Em Junho pretérito, aquando do Seminário organizado pelo município de Odivelas e pela PSIJUS, subordinado às questões da infância e adolescência, participou pela última vez numa ação desta associação de psicólogos forenses, menos de oito dias antes de adoecer.
Ao longo destes anos, estando presente em quase todos os eventos de Psicologia Forense e da PSIJUS, a Doutora Maria Barroso manifestou sempre uma grande amizade. Por nós todos e por mim. Acreditou no projeto da Psicologia Forense, defendeu-o publicamente e carreou uma enorme energia para a sua consecução.
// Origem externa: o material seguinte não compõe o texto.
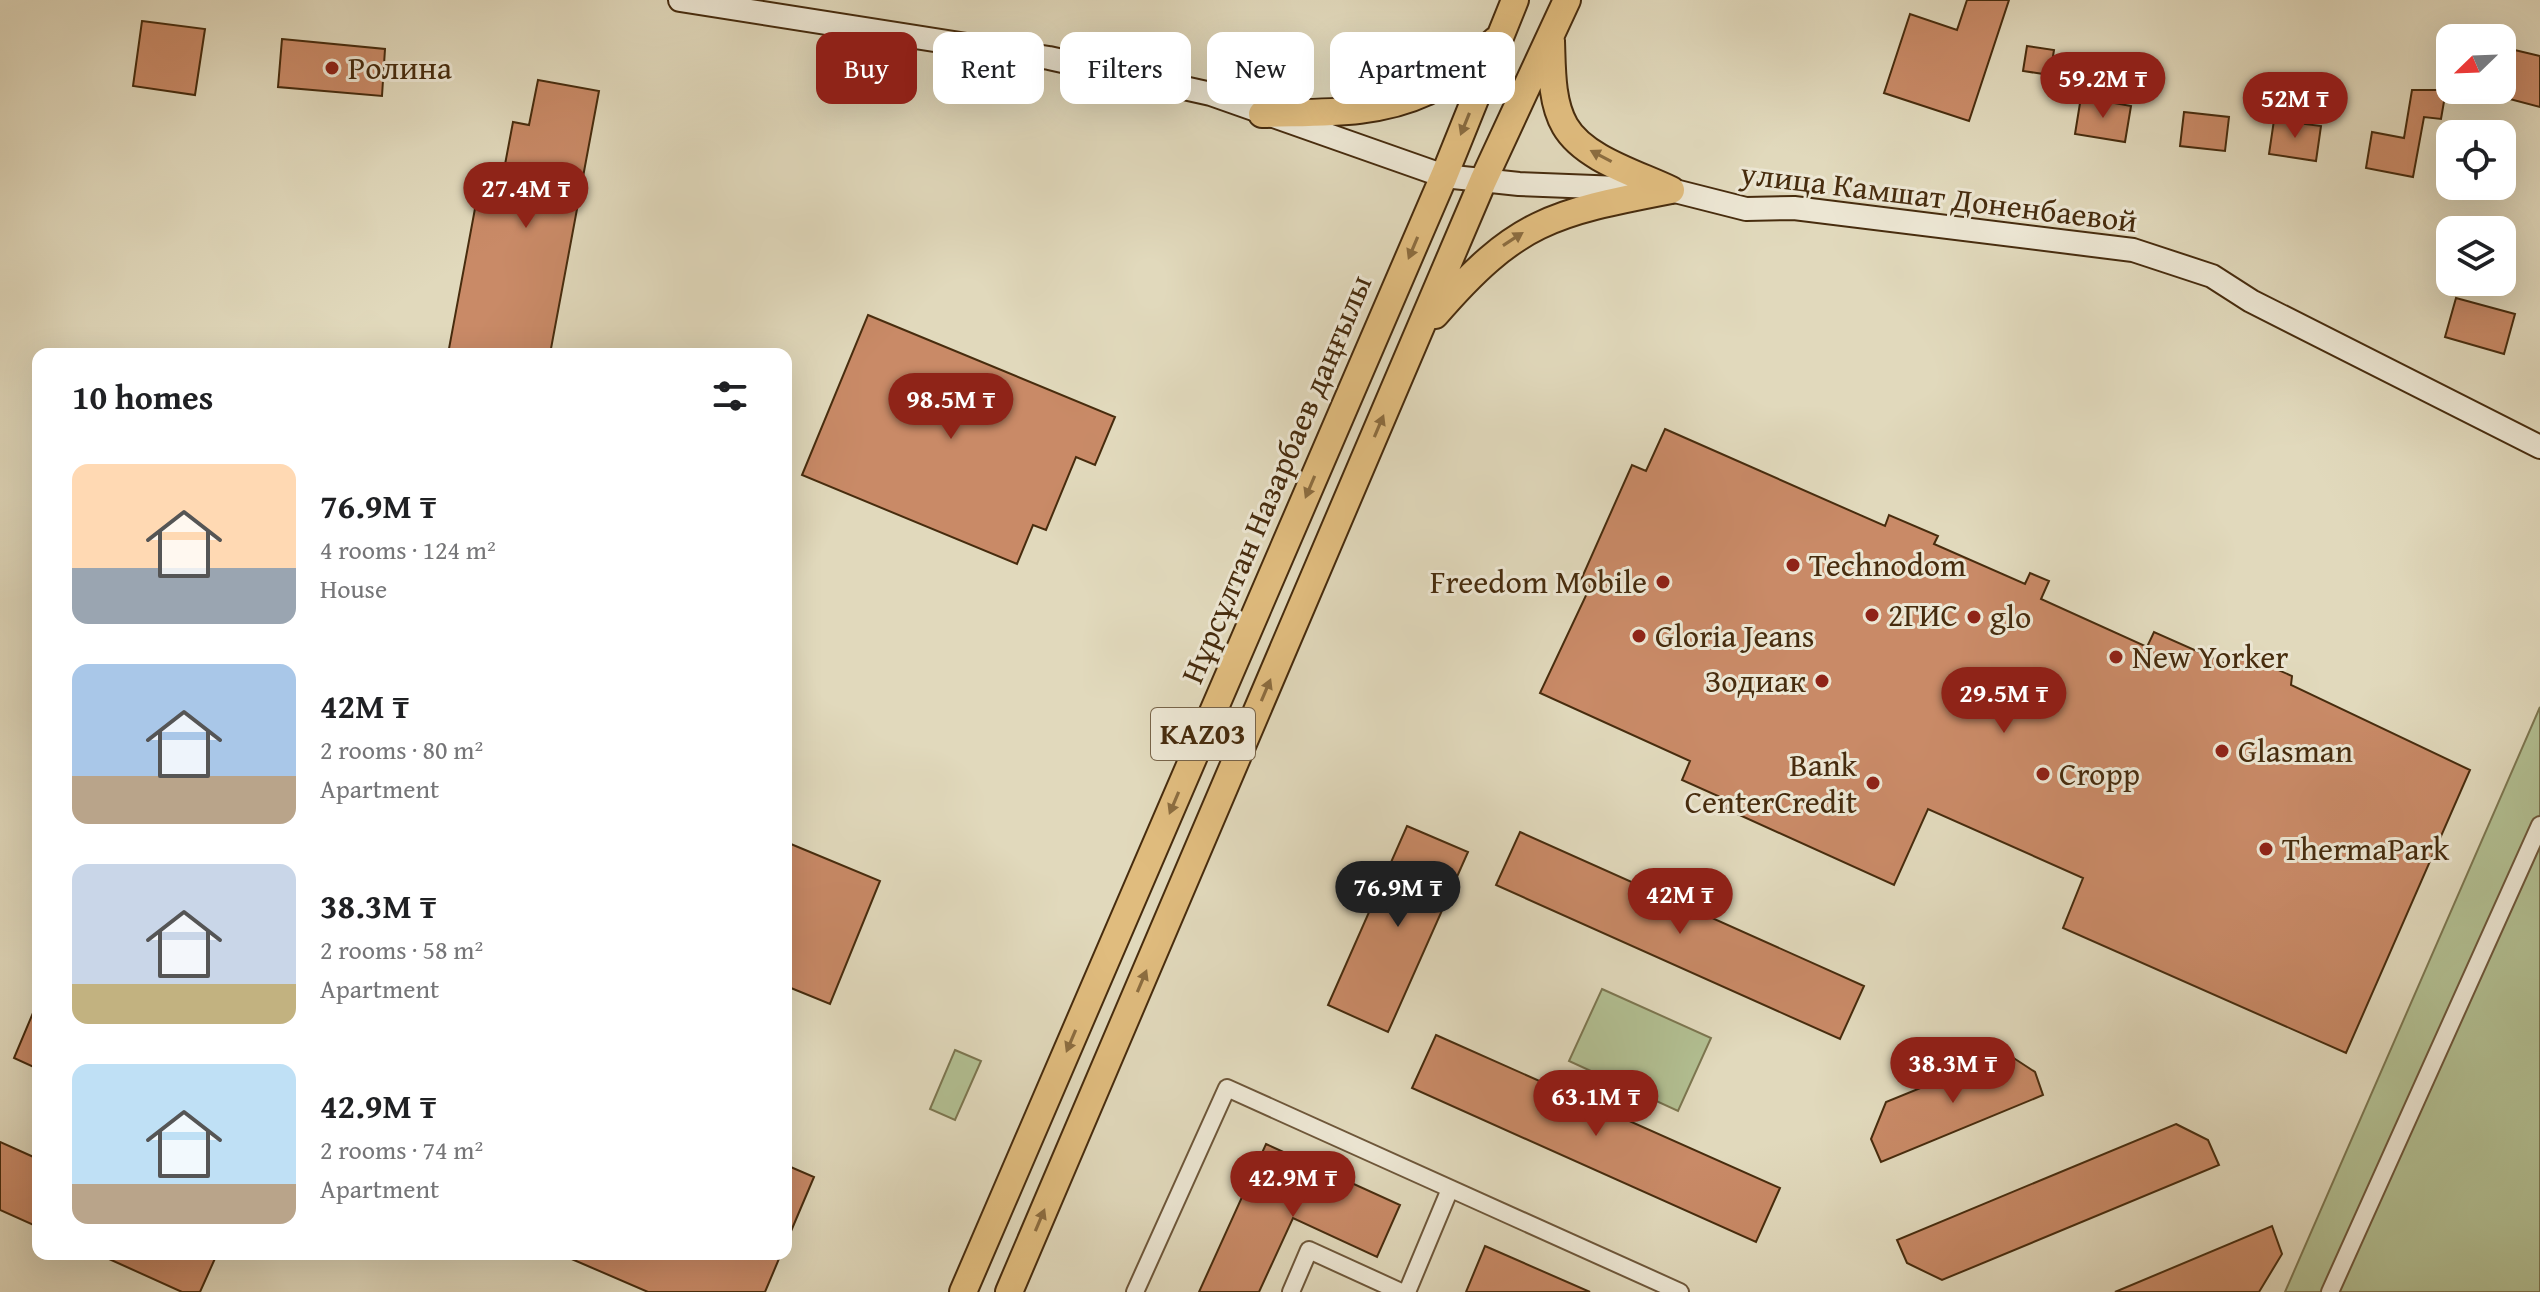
<!DOCTYPE html>
<html lang="en">
<head>
<meta charset="utf-8">
<style>
	body { margin:0; font-family:"Gentium Book Plus",serif; background:#f6f6f6; color:#202124; height:100vh; display:flex; flex-direction:column; font-size:30px; white-space:nowrap }
	* { box-sizing:border-box; margin:0 }
	p { font-size:26px; color:#757577 }
	.icon { flex:none; width:44px; height:44px; fill:none; stroke:currentColor; stroke-width:2; stroke-linecap:round; stroke-linejoin:round }
	.map { position:relative; flex:1; overflow:hidden }
	.details { position:absolute; left:32px; top:348px; width:760px; height:912px; display:flex; flex-direction:column; background:#fff; border-radius:16px; box-shadow:0 8px 32px #0002 }
	.details>* { flex:none }
	.banner { position:absolute; left:816px; top:32px; width:760px; height:72px; display:flex; gap:16px }
	.needle { width:52px; rotate:247deg }
	.tools { position:absolute; left:2436px; top:24px; display:grid; gap:16px }
	.tools a { display:grid; place-items:center; width:80px; height:80px; border-radius:16px; background:#fff; box-shadow:0 8px 32px #0002; font-size:40px }
	.price { position:absolute; translate:-50% -68px; padding:0 18px; border-radius:28px; background:#8f2418; color:#fff; font-size:26px; line-height:52px; filter:drop-shadow(0 2px 4px #0008) }
	.price::after { content:''; position:absolute; left:50%; top:48px; width:24px; height:18px; margin-left:-12px; background:inherit; clip-path:polygon(0 0,100% 0,50% 100%) }
	.price.current { background:#222; color:#fff }
	ul { padding:0; list-style:none }
	li { display:flex; align-items:center; gap:24px; height:200px; padding:0 40px }
	li span { display:grid; place-items:center; flex:none; width:224px; height:160px; border-radius:16px; color:#555 }
	li>.icon { margin-inline-start:auto }
	span .icon { width:96px; height:96px; fill:#fffc; stroke-width:1 }
	li b { font-size:34px }
	h2 { display:flex; justify-content:space-between; align-items:center; height:96px; padding:0 40px; font-size:34px }
	.tag { padding:0 28px; border-radius:16px; background:#fff; box-shadow:0 8px 32px #0002; font-size:28px; line-height:72px }
	.tag.current { background:#8f2418; color:#fff }
	.map>svg:first-child { display:block }
	.green { fill:#b2bf92; stroke:#7c7650; stroke-width:2 }
	.building { fill:#c98a67; stroke:#472c0e; stroke-width:2 }
	.lines { fill:none; stroke-linecap:round; stroke-linejoin:round }
	.street-casing { stroke:#6e573a; stroke-width:20 }
	.secondary-casing { stroke:#472c0e; stroke-width:26 }
	.primary-casing { stroke:#472c0e; stroke-width:30 }
	.street { stroke:#ece6d3; stroke-width:16 }
	.secondary { stroke:#ece6d3; stroke-width:22 }
	.primary { stroke:#e0bc7e; stroke-width:26 }
	.oneway { fill:#8c6d40 }
	.poi-dot { fill:#8f2418; stroke:#ece6d3; stroke-width:3 }
	.labels { text-anchor:middle; stroke-width:6; stroke-linejoin:round; paint-order:stroke }
	.shield { fill:#ece6d3; stroke:#786449; stroke-width:2 }
	.shield-label { font-size:30px; font-weight:bold; fill:#472c0e }
	.poi-label { font-size:32px; fill:#472c0e; stroke:#ece6d3; text-anchor:start }
	.street-label { font-size:32px; fill:#472c0e; stroke:#ece6d3 }
</style>
</head>
<body>
<div class="map">
<svg width="2540" height="1292" viewBox="0 0 2540 1292">
	<rect width="100%" height="100%" fill="#e1d9bc"/>
	<filter id="stains"><feTurbulence type="fractalNoise" baseFrequency=".0025" numOctaves="4"/><feColorMatrix values="0 0 0 0 .2 0 0 0 0 .09 0 0 0 0 .02 0 0 0 .5 -.17"/></filter>
	<radialGradient id="worn" r=".72"><stop offset=".6" stop-color="#630" stop-opacity="0"/><stop offset="1" stop-color="#630" stop-opacity=".3"/></radialGradient>
	<path class="green" d="M2540 707V1292H2285Z
		M1602 989 1711 1038 1678 1111 1569 1061Z
		M955 1050 981 1061 955 1120 930 1109Z"/>
	<path class="building" d="M1967 0H2009L1969 121 1884 93 1910 14 1957 30Z
		M142 21 205 29 195 95 133 86Z
		M282 39 385 49 382 96 278 87Z
		M2027 46 2054 50 2050 75 2023 71Z
		M2502 47 2540 56V107L2502 97Z
		M538 80 599 91 550 354H448L479 187 500 191 513 122 529 125Z
		M2412 90H2446L2441 119 2424 117 2413 177 2366 168 2372 132 2404 138Z
		M2081 97 2131 106 2125 142 2075 134Z
		M2184 112 2229 117 2225 151 2180 146Z
		M2274 120 2321 126 2316 161 2269 154Z
		M2456 298 2515 314 2504 354 2445 337Z
		M868 315 1115 417 1095 465 1076 457 1046 530 1033 525 1017 564 802 475Z
		M1665 429 1885 526 1889 515 1938 536 1934 544 2025 584 2030 573 2049 581 2041 599 2147 647 2154 632 2235 668 2242 654 2292 676 2291 685 2470 770 2346 1053 2063 928 2083 878 1928 809 1894 885 1724 808 1727 800 1682 780 1690 761 1540 693 1590 587 1580 582 1632 465 1646 471Z
		M1407 826 1468 852 1388 1032 1328 1005Z
		M1520 832 1864 986 1840 1039 1496 885Z
		M786 842 880 881 830 1004 786 986Z
		M38 1001V1069L14 1058Z
		M1436 1035 1780 1188 1756 1242 1412 1088Z
		M2006 1053 2035 1072 2043 1095 1881 1162 1871 1139 1886 1102Z
		M2176 1124 2208 1140 2219 1165 1942 1280 1907 1263 1897 1240Z
		M0 1142 38 1159V1227L0 1210Z
		M1266 1144 1400 1205 1377 1257 1293 1218 1259 1292H1199Z
		M786 1165 814 1177 786 1243Z
		M2272 1226 2282 1254 2259 1292H2115Z
		M1485 1246 1590 1292H1466Z
		M98 1254H217L200 1292H182Z
		M560 1254H781L765 1292H648Z"/>
	<g class="lines">
		<g class="street-casing">
			<path id="street" d="M1135 1292 1227 1088 1680 1292
				M1291 1292 1309 1250 1401 1292
				M1407 1292 1450 1189
				M2330 1292 2540 825"/>
		</g>
		<g class="secondary-casing">
			<path id="secondary" d="M680 0 1049 58 1211 94 1444 176 1519 184 1671 190 1746 209 1794 208 2133 250 2212 276 2251 301 2540 447"/>
		</g>
		<g class="primary-casing">
			<path id="primary" d="M1551 41C1552 68 1551 102 1565 126 1584 159 1638 174 1671 190
				M1262 114C1317 112 1375 116 1426 92 1452 79 1474 59 1496 40
				M1435 315C1516 221 1552 213 1671 190
				M963 1292 1444 176 1515 0
				M1009 1292 1483 181 1567 0"/>
		</g>
		<use href="#street" class="street"/>
		<use href="#secondary" class="secondary"/>
		<use href="#primary" class="primary"/>
	</g>
	<defs><path id="oneway-solid" d="M-6-.8H1V-3.2L6.5 0L1 3.2V.8H-6Z" transform="scale(2)"/></defs>
	<g class="oneway">
		<use href="#oneway-solid" transform="translate(1465 124) rotate(112)"/>
		<use href="#oneway-solid" transform="translate(1601 156) rotate(-152)"/>
		<use href="#oneway-solid" transform="translate(1513 239) rotate(-33)"/>
		<use href="#oneway-solid" transform="translate(1413 248) rotate(113)"/>
		<use href="#oneway-solid" transform="translate(1379 426) rotate(-67)"/>
		<use href="#oneway-solid" transform="translate(1310 487) rotate(113)"/>
		<use href="#oneway-solid" transform="translate(1266 690) rotate(-67)"/>
		<use href="#oneway-solid" transform="translate(1174 803) rotate(113)"/>
		<use href="#oneway-solid" transform="translate(1142 981) rotate(-67)"/>
		<use href="#oneway-solid" transform="translate(1071 1041) rotate(113)"/>
		<use href="#oneway-solid" transform="translate(1040 1220) rotate(-67)"/>
	</g>
	<g class="poi-dot">
		<circle cx="332" cy="68" r="8"/>
		<circle cx="1793" cy="565" r="8"/>
		<circle cx="1663" cy="582" r="8"/>
		<circle cx="1872" cy="615" r="8"/>
		<circle cx="1974" cy="617" r="8"/>
		<circle cx="1639" cy="636" r="8"/>
		<circle cx="2116" cy="657" r="8"/>
		<circle cx="1822" cy="681" r="8"/>
		<circle cx="2222" cy="751" r="8"/>
		<circle cx="2043" cy="774" r="8"/>
		<circle cx="1873" cy="783" r="8"/>
		<circle cx="2266" cy="849" r="8"/>
	</g>
	<g class="labels">
		<rect class="shield" x="1151" y="708" width="104" height="52" rx="6"/>
		<g class="shield-label">
			<text x="1203" y="744">KАZ03</text>
		</g>
		<g class="poi-label">
			<text x="348" y="79">Ролина</text>
			<text x="1809" y="576">Technodom</text>
			<text x="1647" y="593" text-anchor="end">Freedom Mobile</text>
			<text x="1888" y="626">2ГИС</text>
			<text x="1990" y="628">glo</text>
			<text x="1655" y="647">Gloria Jeans</text>
			<text x="2132" y="668">New Yorker</text>
			<text x="1806" y="692" text-anchor="end">Зодиак</text>
			<text x="2238" y="762">Glasman</text>
			<text x="1857" y="776" text-anchor="end">Bank<tspan x="1857" dy="37">CenterCredit</tspan></text>
			<text x="2059" y="785">Cropp</text>
			<text x="2282" y="860">ThermaPark</text>
		</g>
		<g class="street-label">
			<text transform="translate(1939 197) rotate(7)" y="11">улица Камшат Доненбаевой</text>
			<text transform="translate(1276 479) rotate(-67)" y="11">Нұрсұлтан Назарбаев даңғылы</text>
		</g>
	</g>
	<rect width="100%" height="100%" filter="url(#stains)"/>
	<rect width="100%" height="100%" fill="url(#worn)"/>
</svg>
<div class="tools">
<a><svg class="needle" viewBox="-14 -14 28 28"><path d="M0-13l5 13h-10z" fill="#e53935"/><path d="M0 13l5-13h-10z" fill="#757577"/></svg></a>
<a><svg class="icon" aria-label="locate" viewBox="0 0 24 24"><circle cx="12" cy="12" r="6"/><path d="M12 2v4M12 18v4M2 12h4M18 12h4"/></svg></a>
<a><svg class="icon" aria-label="layers" viewBox="0 0 24 24"><path d="M12 4l9 5-9 5-9-5zM3 14l9 5 9-5"/></svg></a>
</div>
<b class="price" style="left:2103px;top:120px">59.2M ₸</b>
<b class="price" style="left:2295px;top:140px">52M ₸</b>
<b class="price" style="left:526px;top:230px">27.4M ₸</b>
<b class="price" style="left:951px;top:441px">98.5M ₸</b>
<b class="price" style="left:2004px;top:735px">29.5M ₸</b>
<b class="price current" style="left:1398px;top:929px">76.9M ₸</b>
<b class="price" style="left:1680px;top:936px">42M ₸</b>
<b class="price" style="left:1953px;top:1105px">38.3M ₸</b>
<b class="price" style="left:1596px;top:1138px">63.1M ₸</b>
<b class="price" style="left:1293px;top:1219px">42.9M ₸</b>
<div class="banner">
<a class="tag current">Buy</a>
<a class="tag">Rent</a>
<a class="tag">Filters</a>
<a class="tag">New</a>
<a class="tag">Apartment</a>
</div>
<section class="details">
<h2>10 homes<svg class="icon" aria-label="filters" viewBox="0 0 24 24"><path d="M4 7h16M4 17h16"/><circle cx="9" cy="7" r="2"/><circle cx="15" cy="17" r="2"/></svg></h2>
<ul>
<li><span style="background:linear-gradient(#ffd9b3 65%,#9aa5b1 0)"><svg class="icon" aria-label="home" viewBox="0 0 24 24"><path d="M3 11l9-7 9 7M6 9v11h12V9"/></svg></span><div><b>76.9M ₸</b><p>4 rooms · 124 m²</p><p>House</p></div></li>
<li><span style="background:linear-gradient(#a9c7e8 70%,#b9a48a 0)"><svg class="icon" aria-label="home" viewBox="0 0 24 24"><path d="M3 11l9-7 9 7M6 9v11h12V9"/></svg></span><div><b>42M ₸</b><p>2 rooms · 80 m²</p><p>Apartment</p></div></li>
<li><span style="background:linear-gradient(#c9d6e8 75%,#c2b280 0)"><svg class="icon" aria-label="home" viewBox="0 0 24 24"><path d="M3 11l9-7 9 7M6 9v11h12V9"/></svg></span><div><b>38.3M ₸</b><p>2 rooms · 58 m²</p><p>Apartment</p></div></li>
<li><span style="background:linear-gradient(#bfe0f5 75%,#b9a48a 0)"><svg class="icon" aria-label="home" viewBox="0 0 24 24"><path d="M3 11l9-7 9 7M6 9v11h12V9"/></svg></span><div><b>42.9M ₸</b><p>2 rooms · 74 m²</p><p>Apartment</p></div></li>
</ul>
</section>
</div>
</body>
</html>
Pessoalmente, encontrei na Doutora Maria Barroso uma amiga muito querida; partilhámos crenças e convicções, desejos de uma sociedade mais justa e perfeita e de uma homeostasia social diferente daquela que as décadas pregressas têm feito afluir à Europa. Esteve sempre presente em todos os acontecimentos mais complexos que vivi, particularmente na doença e morte da minha mãe, comparecendo aqui, no dia seguinte, numa sessão em que eu tinha de participar, pois o meu amigo hoje precisa de apoio; esteve comigo no lançamento de livros meus, tendo apresentado dois deles, com aceitação do convite antes mesmo de conhecer a obra. Sempre que sabia, pelos media, que algum problema afetava a Lusófona, era das primeiras vozes que eu atendia no telemóvel.
Aprendemos todos com as suas palavras. Aprendi muito com a minha Amiga Maria Barroso. Aprendemos as mensagens da tolerância, da liberdade, da solidariedade e da defesa intransigente face aos valores da dignidade humana, outra maneira, aliás, de se dizer o conceito por que combateu toda a vida: a Liberdade plena!